Characterization of IMC layer and its effect on thermomechanical fatigue life of Sn–3.8Ag–0.7Cu solder joints

Abstract

Intermetallic compound (IMC) growth was investigated under isothermal aging condition at 125°C for up to 500h. The evolution in the IMC morphology and microstructure were observed at four aging time conditions for 0, 120, 260 and 500h, respectively. Solid state IMC growth thickness measurements were determined from scanning electron microscope (SEM) observations for Cu–Sn and Cu–Ni–Sn IMC systems. The Young’s modulus and hardness of the IMCs were determined by nanoindentation tests.

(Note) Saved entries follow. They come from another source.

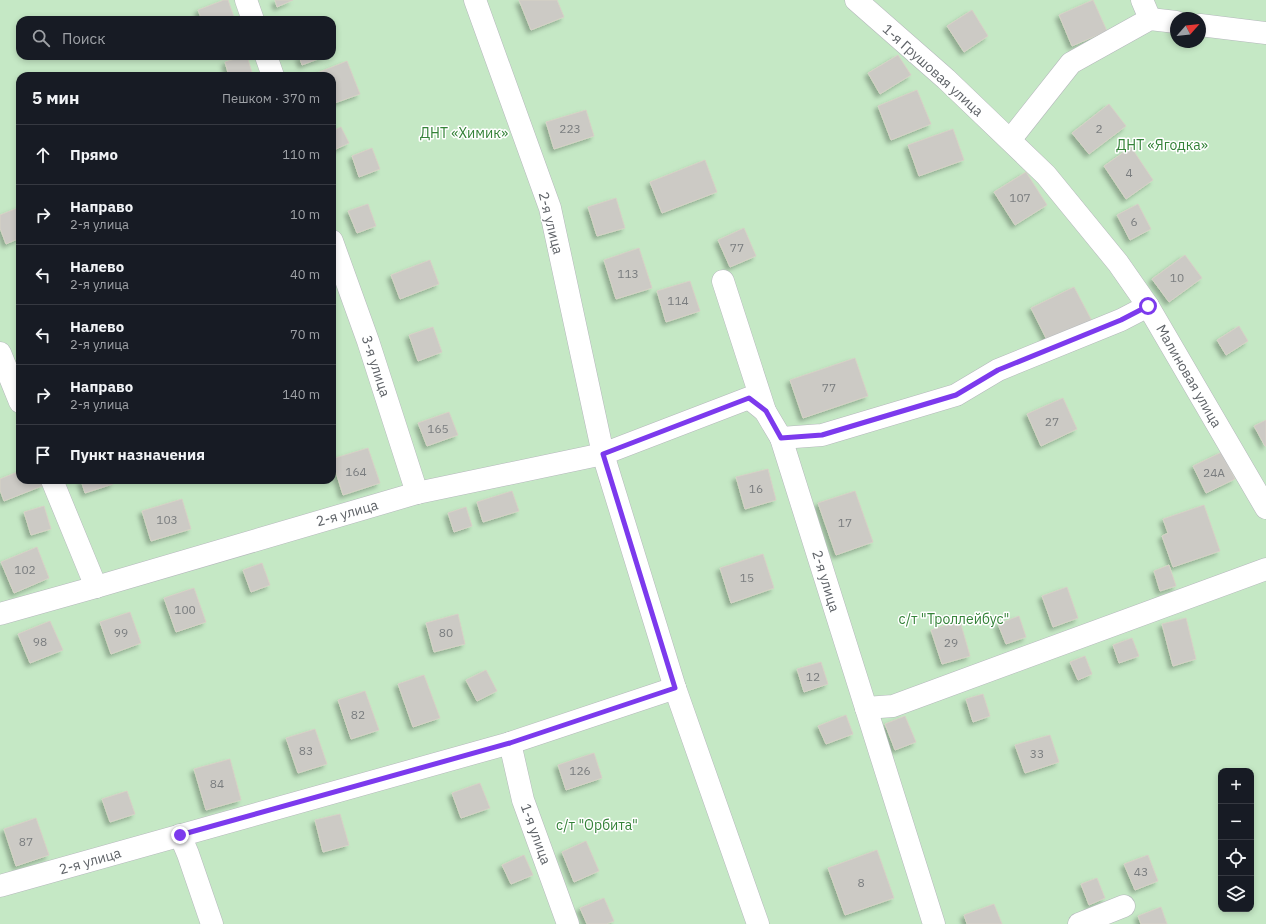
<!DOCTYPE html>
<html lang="ru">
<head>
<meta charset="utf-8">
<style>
  :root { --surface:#171b24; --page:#242831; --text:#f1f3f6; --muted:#9ea1a6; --line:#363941 }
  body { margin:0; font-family:"IBM Plex Sans",sans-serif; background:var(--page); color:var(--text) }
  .controls { position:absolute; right:12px; bottom:12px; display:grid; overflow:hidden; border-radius:8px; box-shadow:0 2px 6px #0003 }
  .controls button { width:36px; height:36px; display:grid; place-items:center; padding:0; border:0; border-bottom:1px solid var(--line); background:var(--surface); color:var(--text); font:20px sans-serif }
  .compass { position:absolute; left:1170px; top:12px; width:36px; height:36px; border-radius:50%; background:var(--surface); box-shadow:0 2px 6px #0003; rotate:63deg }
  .stop { position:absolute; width:12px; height:12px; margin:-9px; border:3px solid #7c3aed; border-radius:50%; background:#fff }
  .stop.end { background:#7c3aed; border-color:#fff; box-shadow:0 1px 4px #0008 }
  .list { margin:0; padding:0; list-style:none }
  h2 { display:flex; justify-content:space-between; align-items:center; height:52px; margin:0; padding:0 16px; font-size:17px }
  h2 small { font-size:13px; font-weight:400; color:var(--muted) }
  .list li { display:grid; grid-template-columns:26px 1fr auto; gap:12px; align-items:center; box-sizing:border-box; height:60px; padding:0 16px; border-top:1px solid var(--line) }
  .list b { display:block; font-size:15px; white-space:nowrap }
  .list p { margin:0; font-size:13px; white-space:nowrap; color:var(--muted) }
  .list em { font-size:13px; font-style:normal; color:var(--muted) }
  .icon { flex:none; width:22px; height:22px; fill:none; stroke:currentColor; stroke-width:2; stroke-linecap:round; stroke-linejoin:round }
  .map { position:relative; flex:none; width:1266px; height:924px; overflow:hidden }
  .search { position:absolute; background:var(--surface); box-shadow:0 2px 6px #0003; left:16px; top:16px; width:320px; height:44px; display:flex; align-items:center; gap:10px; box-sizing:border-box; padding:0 14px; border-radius:12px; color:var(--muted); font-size:15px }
  .panel { position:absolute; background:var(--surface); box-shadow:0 2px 6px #0003; left:16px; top:72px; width:320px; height:412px; border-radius:12px }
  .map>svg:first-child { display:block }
  .green { fill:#c5e8c5; fill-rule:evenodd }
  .building { fill:#cccac5; stroke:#d6d1c6; filter:url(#shadow) }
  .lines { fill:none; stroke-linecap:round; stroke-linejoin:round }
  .minor-casing { stroke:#b5b8bc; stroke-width:23 }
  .minor { stroke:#fff; stroke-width:22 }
  .route { stroke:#7c3aed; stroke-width:5 }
  .labels { text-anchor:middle; stroke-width:3; stroke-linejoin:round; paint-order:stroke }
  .number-label { font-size:12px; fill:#7a7d7f }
  .street-label { font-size:14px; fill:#5f6368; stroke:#fff }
  .park-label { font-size:14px; fill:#348238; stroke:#fff }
</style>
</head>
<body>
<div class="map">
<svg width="1266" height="924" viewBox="0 0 1266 924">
  <defs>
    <filter id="shadow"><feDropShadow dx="-3.5" dy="3.5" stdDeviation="2" flood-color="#0004"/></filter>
  </defs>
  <rect width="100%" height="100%" fill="#f1efe8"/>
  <path class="green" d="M0 0H1266V924H0ZM1176 18H1200V42H1176ZM20 20H332V56H20ZM20 76H332V480H20ZM1221 771H1251V909H1221Z"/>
  <g class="building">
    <polygon points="224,0 228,0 235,20 202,20 198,10"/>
    <polygon points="275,0 293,0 277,7"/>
    <polygon points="519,0 557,0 564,17 531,30"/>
    <polygon points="1093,0 1107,31 1072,46 1059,15"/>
    <polygon points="972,10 988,36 964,52 947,26"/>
    <polygon points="898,55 911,75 880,94 868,73"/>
    <polygon points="245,56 247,56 253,76 229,76 225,62"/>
    <polygon points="299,56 326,56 302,65"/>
    <polygon points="347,61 360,94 332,104 332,76 319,76 317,73"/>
    <polygon points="917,90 931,124 891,140 878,106"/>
    <polygon points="1109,104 1126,126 1089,154 1072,133"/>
    <polygon points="586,110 594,136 554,149 546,122"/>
    <polygon points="341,127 349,143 332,151 332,131"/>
    <polygon points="953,129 964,160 919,176 908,145"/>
    <polygon points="1131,147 1153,180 1126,199 1104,166"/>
    <polygon points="372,148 380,169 359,177 352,156"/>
    <polygon points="705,160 717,192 662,213 650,182"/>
    <polygon points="1026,172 1047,205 1015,225 994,192"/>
    <polygon points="616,198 625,228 597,236 588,207"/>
    <polygon points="368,204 376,226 357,233 348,211"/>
    <polygon points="1138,204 1151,229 1130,240 1117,215"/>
    <polygon points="20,207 20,238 6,244 0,228 0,215"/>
    <polygon points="744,228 756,256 730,267 718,240"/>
    <polygon points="639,248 652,288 616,299 604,260"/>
    <polygon points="1185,255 1202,278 1169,302 1152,279"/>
    <polygon points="430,260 439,284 400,299 391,275"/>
    <polygon points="690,281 700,311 666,322 657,291"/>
    <polygon points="1074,287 1093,323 1049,344 1031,308"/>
    <polygon points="1239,326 1248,341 1226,355 1217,340"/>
    <polygon points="433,327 442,352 418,361 409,335"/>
    <polygon points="855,358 868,396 803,418 790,380"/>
    <polygon points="1063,398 1077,429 1041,446 1027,414"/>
    <polygon points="449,412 458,435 427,446 418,423"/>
    <polygon points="1266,420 1266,446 1265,446 1254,426"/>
    <polygon points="368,448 380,483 343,495 332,459"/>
    <polygon points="1222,452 1235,479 1206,493 1193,466"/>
    <polygon points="768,469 776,500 745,509 736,477"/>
    <polygon points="20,471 20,480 40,480 42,486 4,501 0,490 0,479"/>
    <polygon points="81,480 112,480 113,484 85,493"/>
    <polygon points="512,491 519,511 483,522 477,502"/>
    <polygon points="855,491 873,542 836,555 818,503"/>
    <polygon points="182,499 191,529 151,541 142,511"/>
    <polygon points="1204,505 1220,551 1173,567 1162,536 1168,533 1163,519"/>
    <polygon points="44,506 51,529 31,535 24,512"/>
    <polygon points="466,507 472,526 454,532 448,513"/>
    <polygon points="37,547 49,578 14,593 1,562"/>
    <polygon points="763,554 774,588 731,603 720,568"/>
    <polygon points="262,563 270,585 251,592 243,570"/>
    <polygon points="1169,565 1176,586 1160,591 1154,571"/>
    <polygon points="1067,587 1078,618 1053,627 1042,596"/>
    <polygon points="194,588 206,622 176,632 164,598"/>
    <polygon points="130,612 141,643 111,654 100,622"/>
    <polygon points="458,614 465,644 434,652 426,623"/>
    <polygon points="1019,616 1026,637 1006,644 998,624"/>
    <polygon points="1186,618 1196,659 1173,666 1162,624"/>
    <polygon points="50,621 63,650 30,663 18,634"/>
    <polygon points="960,621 970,656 942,664 931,630"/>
    <polygon points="1132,638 1139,656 1119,663 1113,645"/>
    <polygon points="1085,656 1092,674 1078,680 1070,662"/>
    <polygon points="821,662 828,684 804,692 797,669"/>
    <polygon points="486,670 497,691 477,701 466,680"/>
    <polygon points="424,675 440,718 413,727 398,684"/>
    <polygon points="365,691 379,730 351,739 338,700"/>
    <polygon points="983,694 990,716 973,722 966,699"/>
    <polygon points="846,715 853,734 826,744 818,726"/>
    <polygon points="905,716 916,742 895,750 885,724"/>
    <polygon points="315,729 327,764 298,773 286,738"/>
    <polygon points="1050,735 1059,762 1025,773 1015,745"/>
    <polygon points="594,753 602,778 566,790 558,765"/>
    <polygon points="230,759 241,800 206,810 194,769"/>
    <polygon points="480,783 490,808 461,818 452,793"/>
    <polygon points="127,791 135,814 110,822 102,799"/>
    <polygon points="340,814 349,845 323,852 315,820"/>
    <polygon points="36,818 49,855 16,866 4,829"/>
    <polygon points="586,841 599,871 574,882 562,852"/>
    <polygon points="877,850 894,898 845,915 828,868"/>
    <polygon points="524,855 533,875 511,884 502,865"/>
    <polygon points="1148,855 1158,881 1135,890 1124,864"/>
    <polygon points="1097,878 1105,898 1089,905 1081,884"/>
    <polygon points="604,898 614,921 606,924 587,924 580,908"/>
    <polygon points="994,904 1002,924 967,924 964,915"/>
    <polygon points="1161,907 1167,924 1141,924 1138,916"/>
  </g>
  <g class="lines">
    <defs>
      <g id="minor">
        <polyline points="246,0 253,20"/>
        <polyline points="475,0 550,208 603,454 675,688 758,924"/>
        <polyline points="856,0 946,79 1046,175 1118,263 1148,306 1266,508"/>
        <polyline points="1142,0 1150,19"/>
        <polyline points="1200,25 1266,33"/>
        <polyline points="266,56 273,76"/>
        <polyline points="1010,140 1071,63 1150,19 1176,22"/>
        <polyline points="332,241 368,341 417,493"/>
        <polyline points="723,281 765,411"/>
        <polyline points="0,353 20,402"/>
        <polyline points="781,438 822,435 956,395 998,370 1121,320 1148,306"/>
        <polyline points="52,480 96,587"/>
        <polyline points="0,614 96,587 417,493 603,454 749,398 765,411 781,438 934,924"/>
        <polyline points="866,708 893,706 1266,569"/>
        <polyline points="510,743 523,800 568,924"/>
        <polyline points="180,835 188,854 212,924"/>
        <polyline points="0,886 510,743 675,688"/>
        <polyline points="1079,924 1124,906"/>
      </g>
    </defs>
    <use href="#minor" class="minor-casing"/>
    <use href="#minor" class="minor"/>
  </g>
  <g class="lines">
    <polyline class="route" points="180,835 510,743 675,688 603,454 749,398 766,411 781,438 822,435 956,395 998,370 1121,320 1148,306"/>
  </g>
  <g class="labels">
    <g class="number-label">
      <text x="570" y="133">223</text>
      <text x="1099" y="133">2</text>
      <text x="1129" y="177">4</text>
      <text x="1020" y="202">107</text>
      <text x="1134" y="226">6</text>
      <text x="737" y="252">77</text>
      <text x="628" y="278">113</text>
      <text x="1177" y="282">10</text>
      <text x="678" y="305">114</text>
      <text x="829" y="392">77</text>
      <text x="1052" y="426">27</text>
      <text x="438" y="433">165</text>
      <text x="356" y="476">164</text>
      <text x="1214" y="477">24А</text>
      <text x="756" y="493">16</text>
      <text x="167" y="524">103</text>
      <text x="845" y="527">17</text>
      <text x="25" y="574">102</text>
      <text x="747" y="582">15</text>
      <text x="185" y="614">100</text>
      <text x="121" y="637">99</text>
      <text x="446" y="637">80</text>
      <text x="40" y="646">98</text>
      <text x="951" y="647">29</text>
      <text x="813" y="681">12</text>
      <text x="358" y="719">82</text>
      <text x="306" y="755">83</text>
      <text x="1037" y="758">33</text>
      <text x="580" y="775">126</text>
      <text x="217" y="788">84</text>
      <text x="26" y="846">87</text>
      <text x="1141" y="876">43</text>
      <text x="861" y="887">8</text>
    </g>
    <g class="street-label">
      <text transform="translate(933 70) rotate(42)" y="5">1-я Грушовая улица</text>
      <text transform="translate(551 223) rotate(76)" y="5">2-я улица</text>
      <text transform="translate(376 366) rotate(72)" y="5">3-я улица</text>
      <text transform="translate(1189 376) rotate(60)" y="5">Малиновая улица</text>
      <text transform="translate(347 513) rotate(-16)" y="5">2-я улица</text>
      <text transform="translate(826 581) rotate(73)" y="5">2-я улица</text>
      <text transform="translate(536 834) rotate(70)" y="5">1-я улица</text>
      <text transform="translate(90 861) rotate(-16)" y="5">2-я улица</text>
    </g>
    <g class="park-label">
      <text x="464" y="138">ДНТ «Химик»</text>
      <text x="1162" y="150">ДНТ «Ягодка»</text>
      <text x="954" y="624">с/т "Троллейбус"</text>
      <text x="597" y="830">с/т "Орбита"</text>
    </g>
  </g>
</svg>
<div class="controls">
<button>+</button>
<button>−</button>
<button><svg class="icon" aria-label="locate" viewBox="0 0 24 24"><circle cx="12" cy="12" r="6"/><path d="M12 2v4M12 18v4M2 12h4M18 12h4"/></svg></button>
<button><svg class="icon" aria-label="layers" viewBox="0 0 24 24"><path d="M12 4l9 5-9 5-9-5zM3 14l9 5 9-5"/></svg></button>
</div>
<svg class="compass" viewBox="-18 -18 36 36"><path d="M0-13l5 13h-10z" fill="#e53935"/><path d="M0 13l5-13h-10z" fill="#9ea1a6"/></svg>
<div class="stop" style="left:1148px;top:306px"></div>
<div class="stop end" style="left:180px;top:835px"></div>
<div class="search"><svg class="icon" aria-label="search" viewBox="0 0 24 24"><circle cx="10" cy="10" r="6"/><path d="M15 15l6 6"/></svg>Поиск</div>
<section class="panel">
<h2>5 мин<small>Пешком · 370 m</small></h2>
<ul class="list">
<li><svg class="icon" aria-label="ahead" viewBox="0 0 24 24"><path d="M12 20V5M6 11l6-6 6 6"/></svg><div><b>Прямо</b></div><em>110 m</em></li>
<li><svg class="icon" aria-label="right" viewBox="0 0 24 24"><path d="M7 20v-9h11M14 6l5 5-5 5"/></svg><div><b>Направо</b><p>2-я улица</p></div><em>10 m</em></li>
<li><svg class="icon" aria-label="left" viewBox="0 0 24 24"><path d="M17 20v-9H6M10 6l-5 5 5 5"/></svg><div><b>Налево</b><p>2-я улица</p></div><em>40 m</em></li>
<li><svg class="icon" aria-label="left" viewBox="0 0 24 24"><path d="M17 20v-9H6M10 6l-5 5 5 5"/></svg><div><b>Налево</b><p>2-я улица</p></div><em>70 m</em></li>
<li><svg class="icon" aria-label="right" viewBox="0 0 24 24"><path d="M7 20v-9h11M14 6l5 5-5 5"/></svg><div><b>Направо</b><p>2-я улица</p></div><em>140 m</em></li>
<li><svg class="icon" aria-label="arrive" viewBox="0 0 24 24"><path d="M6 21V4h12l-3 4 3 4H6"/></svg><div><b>Пункт назначения</b></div></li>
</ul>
</section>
</div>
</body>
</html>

A finite element analysis (FEA) was carried out to model the effect of the IMC layer on the solder joint thermal fatigue life. The nanoindentation mechanical properties of Cu6Sn5 and CuNiSn IMCs were modeled with different IMC thicknesses in the FEA simulation to study the effect of the IMC growth on the fatigue life of the solder joint. It was shown that the IMC layer reduces the fatigue life of the solder joints and thick IMC layer results in a lower fatigue life. In addition, thermal cycling test and analysis for plastic ball grid array (PBGA) package with Sn–3.8Ag–0.7Cu Pb-free solder joints was performed. The mean-time-to-failure (MTTF) for the PBGA solder joints was determined, which was used for validating the FEA simulation results.